According to this account, children are sensitive to cues from adults that highlight information if the information is new and important for their learning of novel action that is important for their living in general. Namely, children are more likely to imitate acts that are marked as intentional and demonstrated for themselves. For example, if infants simply witness an adult bend over and touch a lamp with the hand in order to illuminate it, rather than having the adult specifically show them after making eye contact, infants are less likely to imitate it (Csibra and Gergely 2006). Given the fact that sign motherese is important for language learning in the pedagogical context, one can expect similar levels of action learning in much broader contexts in infant-directed demonstrations relative to adult-directed demonstrations as long as both are presented in an intentional pedagogical fashion. Also, human children are extremely well known as voracious learners while adults are ubiquitous teachers!

In this regard, the findings reported by Brand, Baldwin, and Washburn (2002) should be noteworthy. In that study, teaching behavior about the usage of novel objects was video-recorded and subsequently analyzed in adults. When their performance was compared when it was directed toward 6- to 13-month-old infants and when it was directed toward another adult, a particular suite of embellished behavior was found to emerge when it was directed toward infants, which has been referred to as “motionese” or infant-directed action. Given young children’s fledging attentional control, the motionese system of behaviors incorporates some previously studied features, such as eye gaze and emotional expressiveness (Chong et al. 2003), but also involves a variety of other modifications. These include closer proximity to a child versus an adult partner, greater enthusiasm, a large range of motion, simplified action sequences, greater repetitiveness, and higher interactiveness, including more and longer gazes to infants’ faces and more turn-taking. Extensions of this work have also found evidence of longer pauses in infant-directed action compared with adult-directed action and a unique coordination of speech and action in demonstrations for children (Rohlfing et al. 2006).

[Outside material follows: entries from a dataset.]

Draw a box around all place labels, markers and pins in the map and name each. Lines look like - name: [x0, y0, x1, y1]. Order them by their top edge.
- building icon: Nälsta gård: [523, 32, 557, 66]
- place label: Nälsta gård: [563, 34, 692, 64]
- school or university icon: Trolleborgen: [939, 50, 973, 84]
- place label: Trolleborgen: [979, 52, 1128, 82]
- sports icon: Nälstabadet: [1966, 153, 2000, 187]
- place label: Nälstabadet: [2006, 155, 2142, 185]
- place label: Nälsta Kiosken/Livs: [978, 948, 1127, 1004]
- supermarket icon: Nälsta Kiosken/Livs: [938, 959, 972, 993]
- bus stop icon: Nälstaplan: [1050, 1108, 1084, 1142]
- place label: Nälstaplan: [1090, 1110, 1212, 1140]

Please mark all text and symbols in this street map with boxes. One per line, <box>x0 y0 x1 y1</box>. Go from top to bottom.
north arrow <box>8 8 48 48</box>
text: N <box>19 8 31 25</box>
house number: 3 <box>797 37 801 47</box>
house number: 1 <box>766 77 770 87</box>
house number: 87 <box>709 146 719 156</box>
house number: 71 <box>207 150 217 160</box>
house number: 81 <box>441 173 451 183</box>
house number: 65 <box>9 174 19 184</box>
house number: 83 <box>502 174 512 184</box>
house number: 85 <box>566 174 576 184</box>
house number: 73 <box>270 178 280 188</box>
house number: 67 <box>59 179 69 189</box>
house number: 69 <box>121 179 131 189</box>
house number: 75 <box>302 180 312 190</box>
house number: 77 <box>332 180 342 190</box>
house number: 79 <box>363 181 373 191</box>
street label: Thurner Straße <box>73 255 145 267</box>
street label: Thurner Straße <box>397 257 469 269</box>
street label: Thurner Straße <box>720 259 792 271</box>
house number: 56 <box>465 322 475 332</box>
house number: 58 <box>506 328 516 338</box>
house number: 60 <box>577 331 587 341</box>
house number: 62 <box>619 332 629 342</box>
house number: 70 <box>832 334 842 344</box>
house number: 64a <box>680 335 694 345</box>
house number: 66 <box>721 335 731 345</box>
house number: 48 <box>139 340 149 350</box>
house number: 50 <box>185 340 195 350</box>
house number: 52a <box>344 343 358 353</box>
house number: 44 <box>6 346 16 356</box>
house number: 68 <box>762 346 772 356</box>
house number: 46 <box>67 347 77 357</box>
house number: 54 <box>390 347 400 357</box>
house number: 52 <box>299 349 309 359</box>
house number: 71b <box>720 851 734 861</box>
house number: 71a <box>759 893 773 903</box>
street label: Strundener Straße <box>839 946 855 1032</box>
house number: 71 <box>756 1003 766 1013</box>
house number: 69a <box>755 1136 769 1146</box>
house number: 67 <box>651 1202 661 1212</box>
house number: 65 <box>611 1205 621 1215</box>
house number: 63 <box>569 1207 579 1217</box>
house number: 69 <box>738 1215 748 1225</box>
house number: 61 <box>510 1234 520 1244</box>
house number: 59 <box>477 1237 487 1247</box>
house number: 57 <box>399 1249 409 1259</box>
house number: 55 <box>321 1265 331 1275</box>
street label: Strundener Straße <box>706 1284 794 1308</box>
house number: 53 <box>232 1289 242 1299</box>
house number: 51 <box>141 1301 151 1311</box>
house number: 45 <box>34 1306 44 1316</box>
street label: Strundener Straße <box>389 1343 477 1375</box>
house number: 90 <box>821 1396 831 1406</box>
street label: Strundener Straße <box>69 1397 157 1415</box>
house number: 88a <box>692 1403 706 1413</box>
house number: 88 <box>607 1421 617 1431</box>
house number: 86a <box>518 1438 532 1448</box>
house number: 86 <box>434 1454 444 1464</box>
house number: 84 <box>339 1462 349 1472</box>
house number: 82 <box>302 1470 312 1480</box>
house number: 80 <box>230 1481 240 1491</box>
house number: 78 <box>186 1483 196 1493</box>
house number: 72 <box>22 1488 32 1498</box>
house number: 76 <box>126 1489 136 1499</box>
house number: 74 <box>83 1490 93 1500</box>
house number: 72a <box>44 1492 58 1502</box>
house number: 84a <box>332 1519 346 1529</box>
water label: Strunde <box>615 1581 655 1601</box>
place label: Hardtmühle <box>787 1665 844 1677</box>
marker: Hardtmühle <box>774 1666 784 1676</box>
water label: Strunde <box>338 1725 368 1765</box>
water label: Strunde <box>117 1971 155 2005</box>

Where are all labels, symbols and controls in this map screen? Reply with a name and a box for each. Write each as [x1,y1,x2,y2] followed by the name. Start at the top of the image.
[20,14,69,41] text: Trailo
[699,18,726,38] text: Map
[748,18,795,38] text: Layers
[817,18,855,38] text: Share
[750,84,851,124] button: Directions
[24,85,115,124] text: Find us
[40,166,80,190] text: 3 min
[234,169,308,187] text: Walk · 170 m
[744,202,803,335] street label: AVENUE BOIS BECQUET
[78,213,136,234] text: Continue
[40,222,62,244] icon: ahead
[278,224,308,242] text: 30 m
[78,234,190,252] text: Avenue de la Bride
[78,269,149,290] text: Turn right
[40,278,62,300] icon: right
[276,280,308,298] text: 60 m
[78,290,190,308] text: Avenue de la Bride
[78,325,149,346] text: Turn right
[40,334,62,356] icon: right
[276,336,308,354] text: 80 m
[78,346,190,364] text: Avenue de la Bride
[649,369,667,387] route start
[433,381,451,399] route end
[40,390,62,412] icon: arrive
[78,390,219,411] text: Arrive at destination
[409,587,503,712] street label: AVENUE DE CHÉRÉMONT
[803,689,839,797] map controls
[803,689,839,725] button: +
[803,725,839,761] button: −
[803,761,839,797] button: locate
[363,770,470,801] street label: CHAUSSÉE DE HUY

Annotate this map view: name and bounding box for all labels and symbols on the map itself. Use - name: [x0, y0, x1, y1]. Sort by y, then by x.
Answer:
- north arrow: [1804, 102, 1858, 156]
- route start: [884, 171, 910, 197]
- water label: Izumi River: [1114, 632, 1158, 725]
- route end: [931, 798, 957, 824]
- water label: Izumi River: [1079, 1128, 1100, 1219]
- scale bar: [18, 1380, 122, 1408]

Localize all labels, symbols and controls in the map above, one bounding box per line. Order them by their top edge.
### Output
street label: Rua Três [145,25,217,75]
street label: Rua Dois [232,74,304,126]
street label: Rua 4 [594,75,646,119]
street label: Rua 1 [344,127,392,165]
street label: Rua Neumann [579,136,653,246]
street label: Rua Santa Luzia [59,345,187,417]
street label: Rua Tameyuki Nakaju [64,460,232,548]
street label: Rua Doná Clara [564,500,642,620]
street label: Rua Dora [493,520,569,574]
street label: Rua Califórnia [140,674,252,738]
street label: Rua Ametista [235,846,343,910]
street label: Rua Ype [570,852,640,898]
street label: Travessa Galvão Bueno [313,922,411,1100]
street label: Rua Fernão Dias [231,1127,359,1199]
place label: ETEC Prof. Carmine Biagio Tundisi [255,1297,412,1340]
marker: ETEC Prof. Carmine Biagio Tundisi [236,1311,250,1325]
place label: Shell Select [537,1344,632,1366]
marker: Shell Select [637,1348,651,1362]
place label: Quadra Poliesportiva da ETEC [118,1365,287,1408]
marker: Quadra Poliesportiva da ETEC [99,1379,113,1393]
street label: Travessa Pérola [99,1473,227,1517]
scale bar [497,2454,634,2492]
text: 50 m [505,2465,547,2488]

On the basis of these findings, a question concerning the effectiveness of motionese as a teaching behavior would arise. Although the possibility remains that this medley of cues could be distracting or frustrating relative to the straightforward adult-directed action style, it should be more likely that these cues function to provide a richer learning experience than a standard demonstration. If so, then motionese would fit within a suite of behavioral adjustments for communication with infants and children, including the motherese in the vocal mode and in the manual mode that have been documented so far.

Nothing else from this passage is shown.